Given records:

___

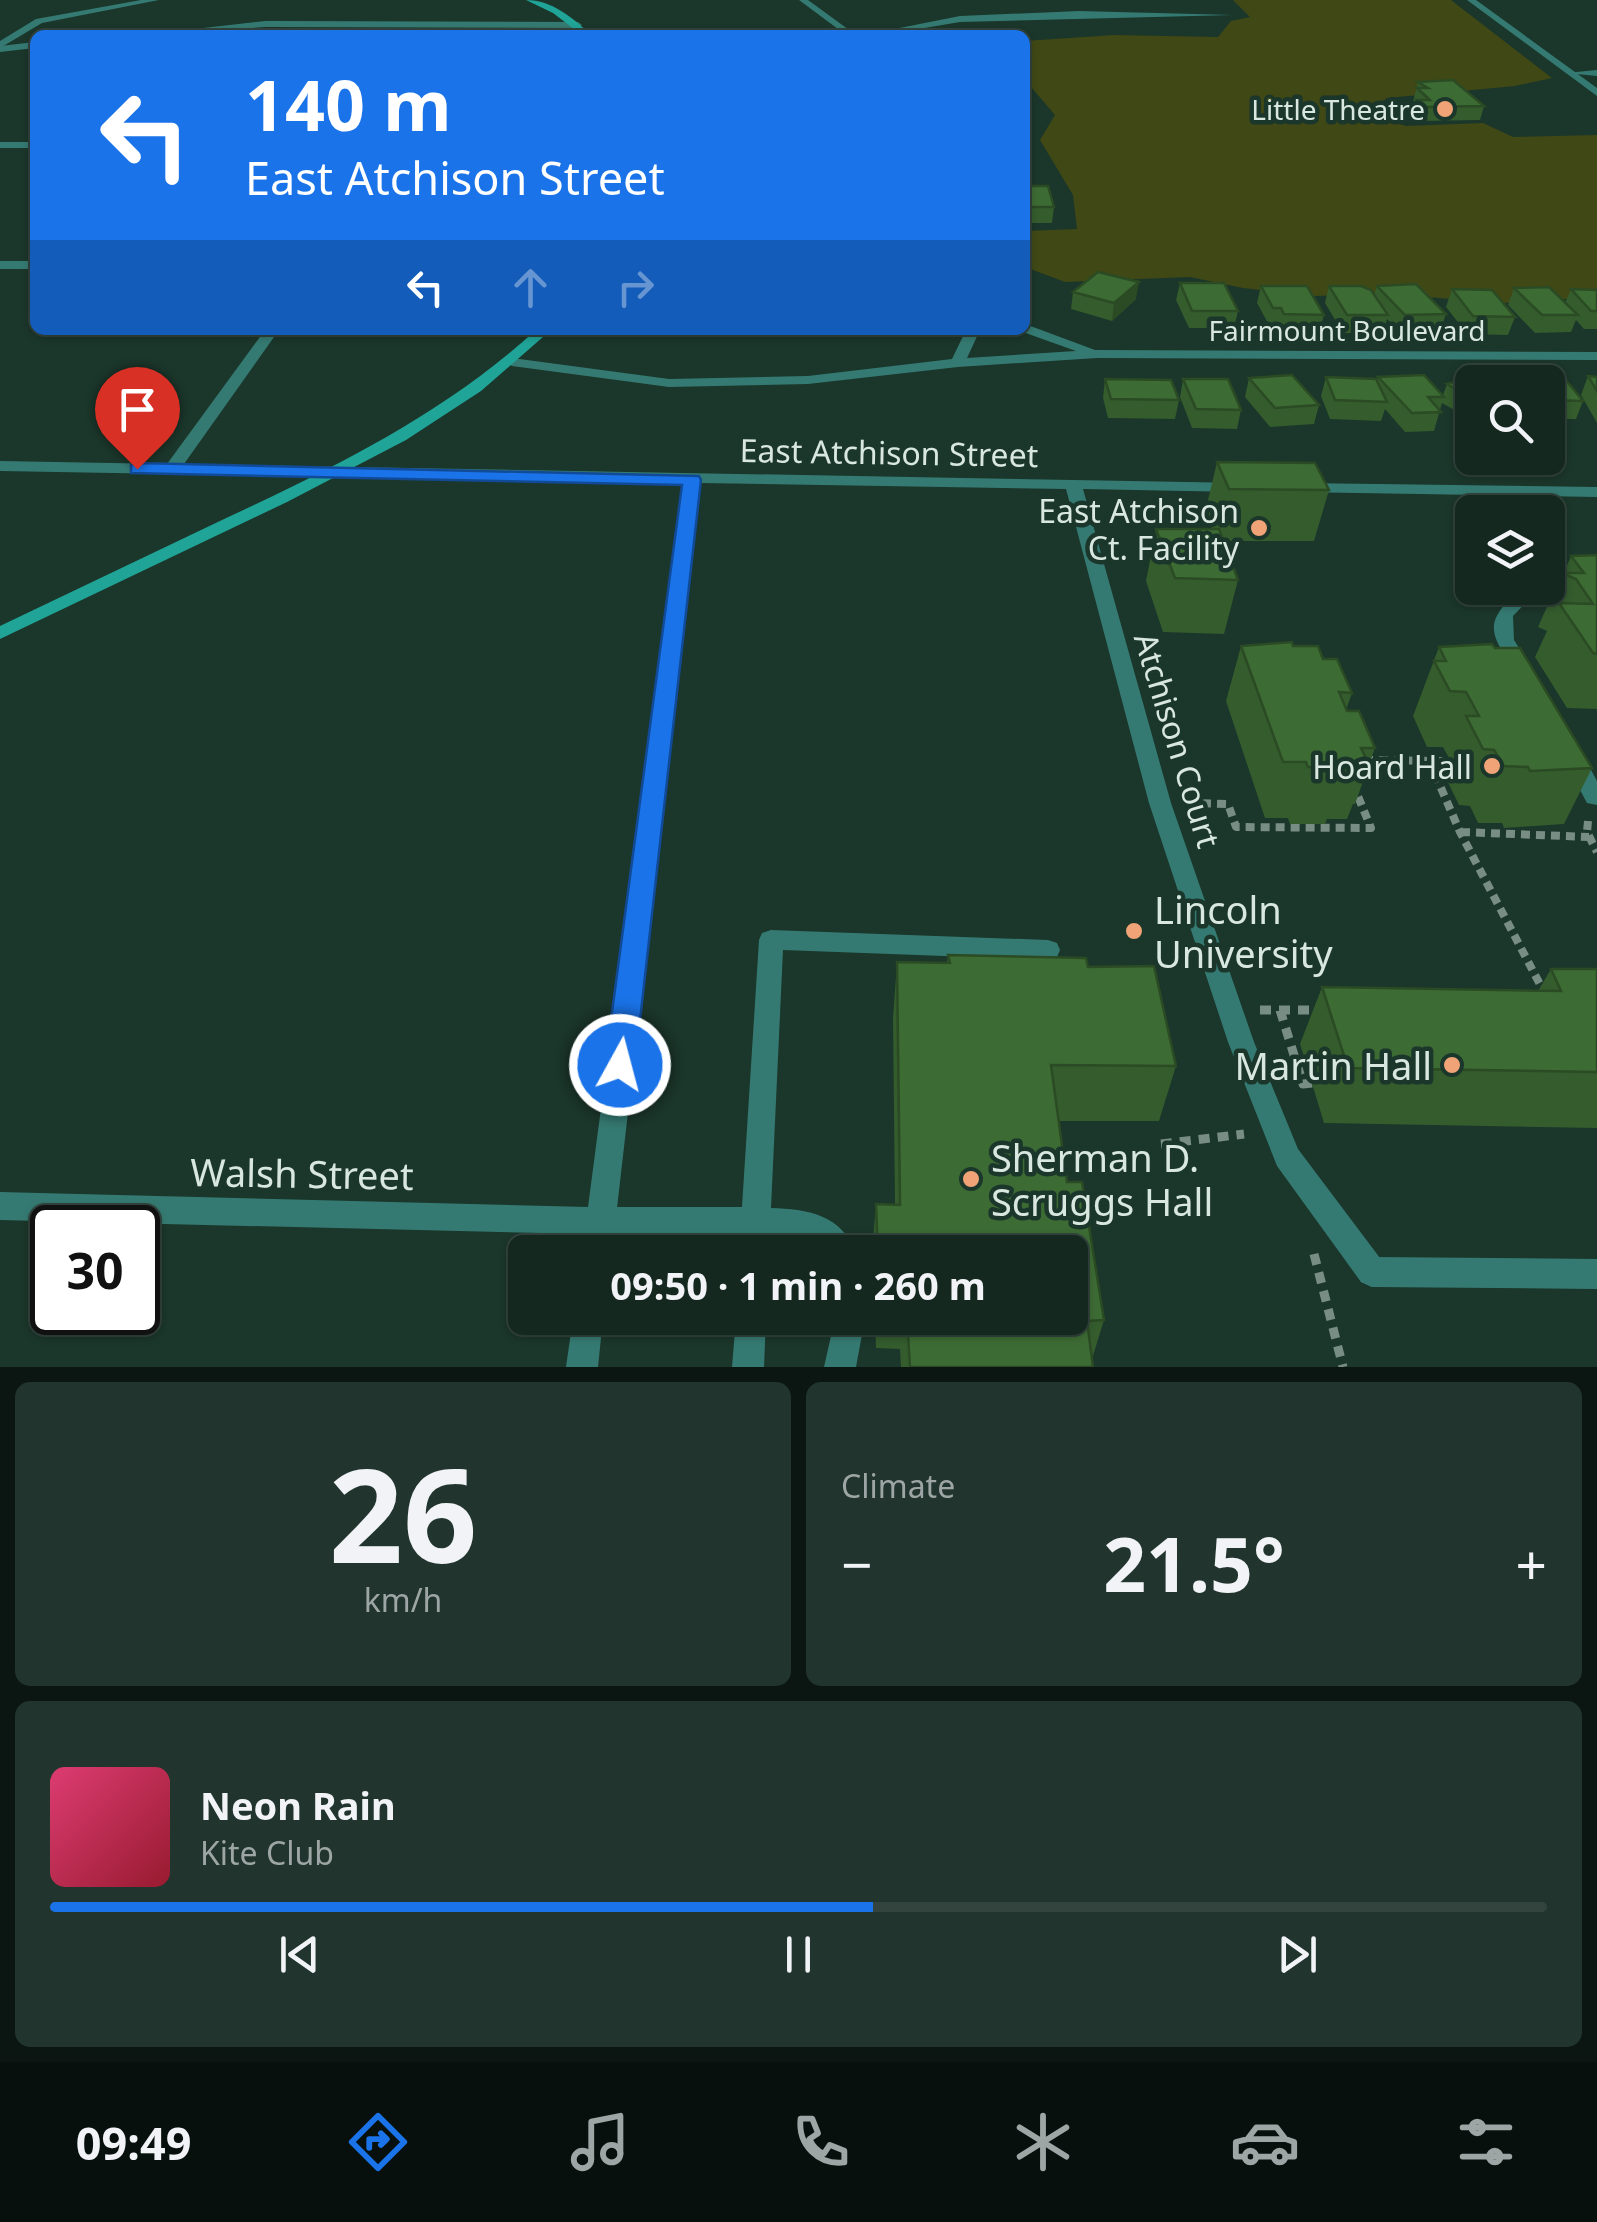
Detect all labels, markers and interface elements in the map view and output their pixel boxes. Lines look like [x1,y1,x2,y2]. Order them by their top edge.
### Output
text: 140 m [245,56,452,152]
icon: left [80,70,210,200]
place label: Little Theatre [1251,90,1425,128]
marker: Little Theatre [1434,98,1456,120]
text: East Atchison Street [245,147,665,208]
icon: left [398,260,453,315]
icon: ahead [503,260,558,315]
icon: right [608,260,663,315]
street label: Fairmount Boulevard [1208,311,1486,349]
map controls [1455,365,1565,605]
button: search [1455,365,1565,475]
pin [95,367,180,470]
icon: arrive [110,382,165,437]
street label: East Atchison Street [739,428,1039,476]
place label: East Atchison Ct. Facility [1038,489,1240,569]
button: layers [1455,495,1565,605]
marker: East Atchison Ct. Facility [1248,517,1270,539]
street label: Atchison Court [1125,627,1231,853]
place label: Hoard Hall [1312,745,1472,788]
marker: Hoard Hall [1481,755,1503,777]
place label: Lincoln University [1154,883,1333,979]
marker: Lincoln University [1123,920,1145,942]
position arrow [568,1013,672,1117]
place label: Martin Hall [1235,1039,1432,1091]
marker: Martin Hall [1441,1054,1463,1076]
place label: Sherman D. Scruggs Hall [991,1131,1213,1227]
street label: Walsh Street [190,1145,414,1201]
marker: Sherman D. Scruggs Hall [960,1168,982,1190]
speed limit sign: 30 [30,1205,160,1335]
text: 09:50 · 1 min · 260 m [610,1259,986,1311]
text: 26 [329,1424,477,1601]
text: Climate [841,1464,955,1507]
text: 21.5° [1103,1512,1285,1614]
text: − [841,1526,872,1601]
text: + [1516,1526,1547,1601]
text: km/h [364,1578,442,1621]
text: Neon Rain [200,1779,396,1831]
text: Kite Club [200,1831,334,1874]
icon: previous [272,1927,327,1982]
icon: pause [771,1927,826,1982]
icon: next [1270,1927,1325,1982]
icon: directions [343,2107,413,2177]
icon: music [565,2107,635,2177]
icon: phone [786,2107,856,2177]
icon: climate [1008,2107,1078,2177]
icon: car [1230,2107,1300,2177]
icon: filters [1451,2107,1521,2177]
text: 09:49 [76,2112,191,2173]

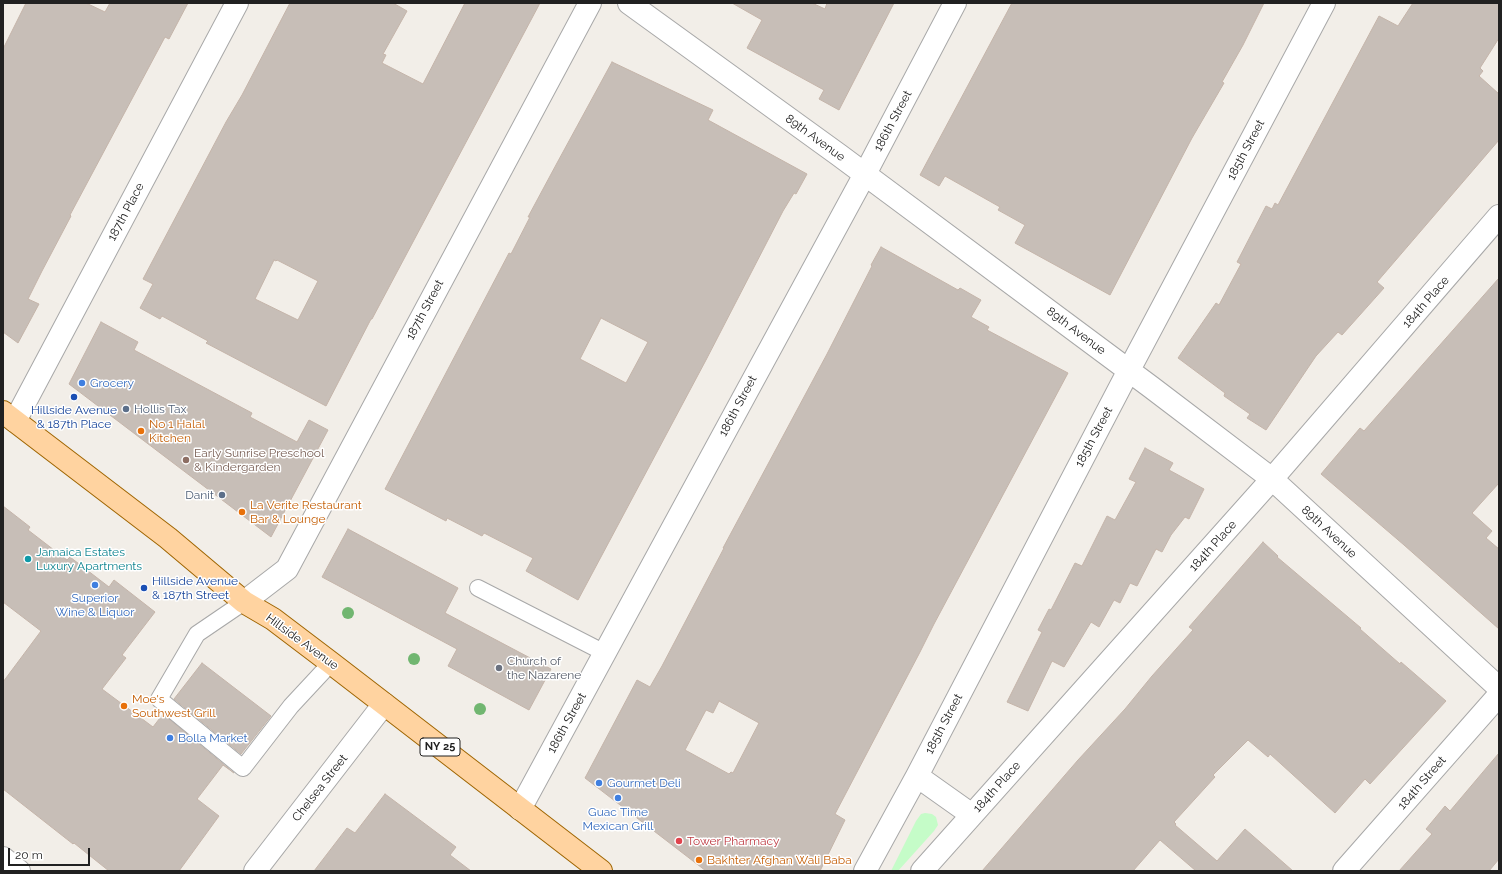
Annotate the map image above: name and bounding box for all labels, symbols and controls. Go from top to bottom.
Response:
street label: 186th Street [871,88,915,154]
street label: 89th Avenue [782,112,848,164]
street label: 185th Street [1224,117,1268,183]
street label: 187th Place [105,181,147,243]
street label: 184th Place [1400,273,1452,331]
street label: 187th Street [403,277,447,343]
street label: 89th Avenue [1044,304,1108,358]
street label: 186th Street [716,373,760,439]
place label: Grocery [90,376,134,390]
marker: Grocery [77,378,87,388]
marker: Hillside Avenue & 187th Place [69,392,79,402]
place label: Hollis Tax [134,402,187,416]
place label: Hillside Avenue & 187th Place [31,403,117,431]
marker: Hollis Tax [121,404,131,414]
street label: 185th Street [1072,404,1116,470]
place label: No 1 Halal Kitchen [149,417,205,445]
marker: No 1 Halal Kitchen [136,426,146,436]
place label: Early Sunrise Preschool & Kindergarden [194,446,324,474]
marker: Early Sunrise Preschool & Kindergarden [181,455,191,465]
place label: Danit [185,488,214,502]
marker: Danit [217,490,227,500]
place label: La Verite Restaurant Bar & Lounge [250,498,362,526]
street label: 89th Avenue [1298,503,1360,561]
marker: La Verite Restaurant Bar & Lounge [237,507,247,517]
street label: 184th Place [1186,518,1240,574]
place label: Jamaica Estates Luxury Apartments [36,545,142,573]
marker: Jamaica Estates Luxury Apartments [23,554,33,564]
place label: Hillside Avenue & 187th Street [152,574,238,602]
marker: Superior Wine & Liquor [90,580,100,590]
marker: Hillside Avenue & 187th Street [139,583,149,593]
place label: Superior Wine & Liquor [56,591,134,619]
street label: Hillside Avenue [263,611,341,673]
place label: Church of the Nazarene [507,654,581,682]
marker: Church of the Nazarene [494,663,504,673]
street label: 186th Street [545,690,589,756]
street label: 185th Street [922,691,966,757]
place label: Moe's Southwest Grill [132,692,216,720]
marker: Moe's Southwest Grill [119,701,129,711]
place label: Bolla Market [178,731,248,745]
marker: Bolla Market [165,733,175,743]
road number: NY 25 [420,738,460,756]
street label: Chelsea Street [289,752,351,824]
street label: 184th Street [1395,753,1449,813]
street label: 184th Place [970,759,1024,815]
place label: Gourmet Deli [607,776,681,790]
marker: Gourmet Deli [594,778,604,788]
marker: Guac Time Mexican Grill [613,793,623,803]
place label: Guac Time Mexican Grill [582,805,654,833]
place label: Tower Pharmacy [687,834,780,848]
marker: Tower Pharmacy [674,836,684,846]
scale bar [10,840,92,866]
text: 20 m [15,848,43,862]
place label: Bakhter Afghan Wali Baba [707,853,852,867]
marker: Bakhter Afghan Wali Baba [694,855,704,865]

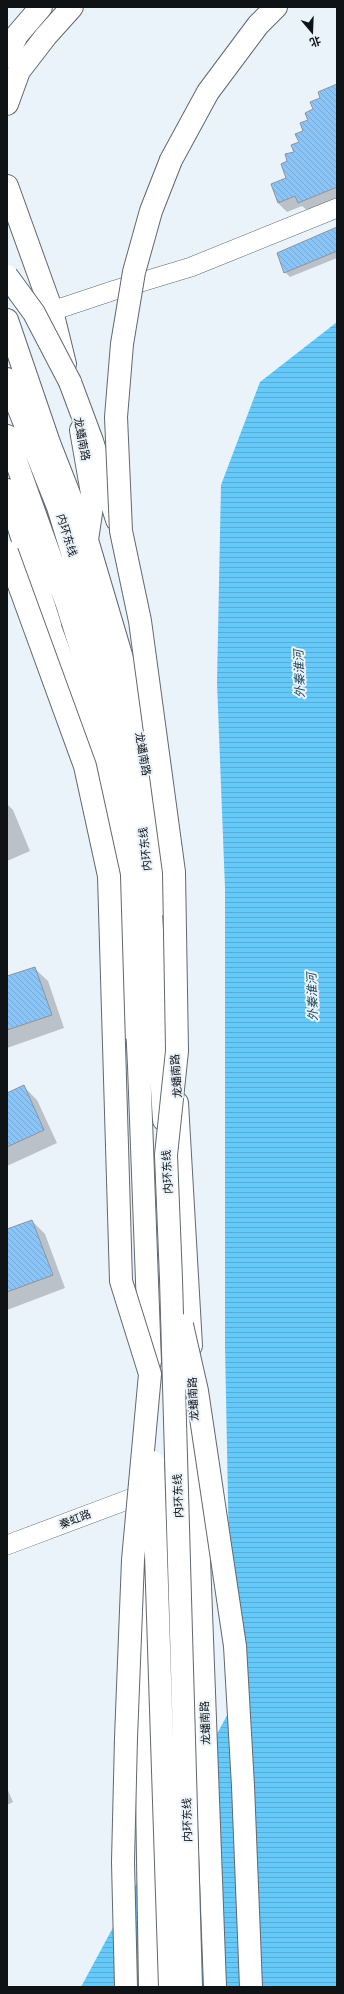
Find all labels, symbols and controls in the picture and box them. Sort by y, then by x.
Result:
north arrow [292,12,332,52]
text: 北 [308,33,323,50]
street label: 龙蟠南路 [71,416,93,462]
street label: 内环东线 [54,512,80,558]
water label: 外秦淮河 [291,648,307,698]
street label: 龙蟠南路 [132,731,154,777]
street label: 内环东线 [136,826,154,872]
water label: 外秦淮河 [304,971,320,1021]
street label: 龙蟠南路 [167,1054,185,1098]
street label: 内环东线 [159,1150,175,1194]
street label: 龙蟠南路 [185,1377,201,1421]
street label: 内环东线 [170,1474,186,1518]
street label: 秦虹路 [57,1507,93,1531]
street label: 龙蟠南路 [197,1701,213,1745]
street label: 内环东线 [180,1798,194,1842]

___

Problem to solve:
Copy the records exactly, minus any pictures.

Exercise answer:
Detect all labels, markers and interface elements in the map view and output their pixel boxes. Lines look like [x1,y1,x2,y2]. Order them by their top edge.
### Output
text: 140 m [245,56,452,152]
icon: left [80,70,210,200]
place label: Little Theatre [1251,90,1425,128]
marker: Little Theatre [1434,98,1456,120]
text: East Atchison Street [245,147,665,208]
icon: left [398,260,453,315]
icon: ahead [503,260,558,315]
icon: right [608,260,663,315]
street label: Fairmount Boulevard [1208,311,1486,349]
map controls [1455,365,1565,605]
button: search [1455,365,1565,475]
pin [95,367,180,470]
icon: arrive [110,382,165,437]
street label: East Atchison Street [739,428,1039,476]
place label: East Atchison Ct. Facility [1038,489,1240,569]
button: layers [1455,495,1565,605]
marker: East Atchison Ct. Facility [1248,517,1270,539]
street label: Atchison Court [1125,627,1231,853]
place label: Hoard Hall [1312,745,1472,788]
marker: Hoard Hall [1481,755,1503,777]
place label: Lincoln University [1154,883,1333,979]
marker: Lincoln University [1123,920,1145,942]
position arrow [568,1013,672,1117]
place label: Martin Hall [1235,1039,1432,1091]
marker: Martin Hall [1441,1054,1463,1076]
place label: Sherman D. Scruggs Hall [991,1131,1213,1227]
street label: Walsh Street [190,1145,414,1201]
marker: Sherman D. Scruggs Hall [960,1168,982,1190]
speed limit sign: 30 [30,1205,160,1335]
text: 09:50 · 1 min · 260 m [610,1259,986,1311]
text: 26 [329,1424,477,1601]
text: Climate [841,1464,955,1507]
text: 21.5° [1103,1512,1285,1614]
text: − [841,1526,872,1601]
text: + [1516,1526,1547,1601]
text: km/h [364,1578,442,1621]
text: Neon Rain [200,1779,396,1831]
text: Kite Club [200,1831,334,1874]
icon: previous [272,1927,327,1982]
icon: pause [771,1927,826,1982]
icon: next [1270,1927,1325,1982]
icon: directions [343,2107,413,2177]
icon: music [565,2107,635,2177]
icon: phone [786,2107,856,2177]
icon: climate [1008,2107,1078,2177]
icon: car [1230,2107,1300,2177]
icon: filters [1451,2107,1521,2177]
text: 09:49 [76,2112,191,2173]

Annotate the map image above: name and bounding box for all labels, symbols and controls. Go from top to bottom.
Response:
street label: 186th Street [871,88,915,154]
street label: 89th Avenue [782,112,848,164]
street label: 185th Street [1224,117,1268,183]
street label: 187th Place [105,181,147,243]
street label: 184th Place [1400,273,1452,331]
street label: 187th Street [403,277,447,343]
street label: 89th Avenue [1044,304,1108,358]
street label: 186th Street [716,373,760,439]
place label: Grocery [90,376,134,390]
marker: Grocery [77,378,87,388]
marker: Hillside Avenue & 187th Place [69,392,79,402]
place label: Hollis Tax [134,402,187,416]
place label: Hillside Avenue & 187th Place [31,403,117,431]
marker: Hollis Tax [121,404,131,414]
street label: 185th Street [1072,404,1116,470]
place label: No 1 Halal Kitchen [149,417,205,445]
marker: No 1 Halal Kitchen [136,426,146,436]
place label: Early Sunrise Preschool & Kindergarden [194,446,324,474]
marker: Early Sunrise Preschool & Kindergarden [181,455,191,465]
place label: Danit [185,488,214,502]
marker: Danit [217,490,227,500]
place label: La Verite Restaurant Bar & Lounge [250,498,362,526]
street label: 89th Avenue [1298,503,1360,561]
marker: La Verite Restaurant Bar & Lounge [237,507,247,517]
street label: 184th Place [1186,518,1240,574]
place label: Jamaica Estates Luxury Apartments [36,545,142,573]
marker: Jamaica Estates Luxury Apartments [23,554,33,564]
place label: Hillside Avenue & 187th Street [152,574,238,602]
marker: Superior Wine & Liquor [90,580,100,590]
marker: Hillside Avenue & 187th Street [139,583,149,593]
place label: Superior Wine & Liquor [56,591,134,619]
street label: Hillside Avenue [263,611,341,673]
place label: Church of the Nazarene [507,654,581,682]
marker: Church of the Nazarene [494,663,504,673]
street label: 186th Street [545,690,589,756]
street label: 185th Street [922,691,966,757]
place label: Moe's Southwest Grill [132,692,216,720]
marker: Moe's Southwest Grill [119,701,129,711]
place label: Bolla Market [178,731,248,745]
marker: Bolla Market [165,733,175,743]
road number: NY 25 [420,738,460,756]
street label: Chelsea Street [289,752,351,824]
street label: 184th Street [1395,753,1449,813]
street label: 184th Place [970,759,1024,815]
place label: Gourmet Deli [607,776,681,790]
marker: Gourmet Deli [594,778,604,788]
marker: Guac Time Mexican Grill [613,793,623,803]
place label: Guac Time Mexican Grill [582,805,654,833]
place label: Tower Pharmacy [687,834,780,848]
marker: Tower Pharmacy [674,836,684,846]
scale bar [10,840,92,866]
text: 20 m [15,848,43,862]
place label: Bakhter Afghan Wali Baba [707,853,852,867]
marker: Bakhter Afghan Wali Baba [694,855,704,865]

Find all labels, symbols and controls in the picture and box them. Sort by y, then by x.
Result:
north arrow [292,12,332,52]
text: 北 [308,33,323,50]
street label: 龙蟠南路 [71,416,93,462]
street label: 内环东线 [54,512,80,558]
water label: 外秦淮河 [291,648,307,698]
street label: 龙蟠南路 [132,731,154,777]
street label: 内环东线 [136,826,154,872]
water label: 外秦淮河 [304,971,320,1021]
street label: 龙蟠南路 [167,1054,185,1098]
street label: 内环东线 [159,1150,175,1194]
street label: 龙蟠南路 [185,1377,201,1421]
street label: 内环东线 [170,1474,186,1518]
street label: 秦虹路 [57,1507,93,1531]
street label: 龙蟠南路 [197,1701,213,1745]
street label: 内环东线 [180,1798,194,1842]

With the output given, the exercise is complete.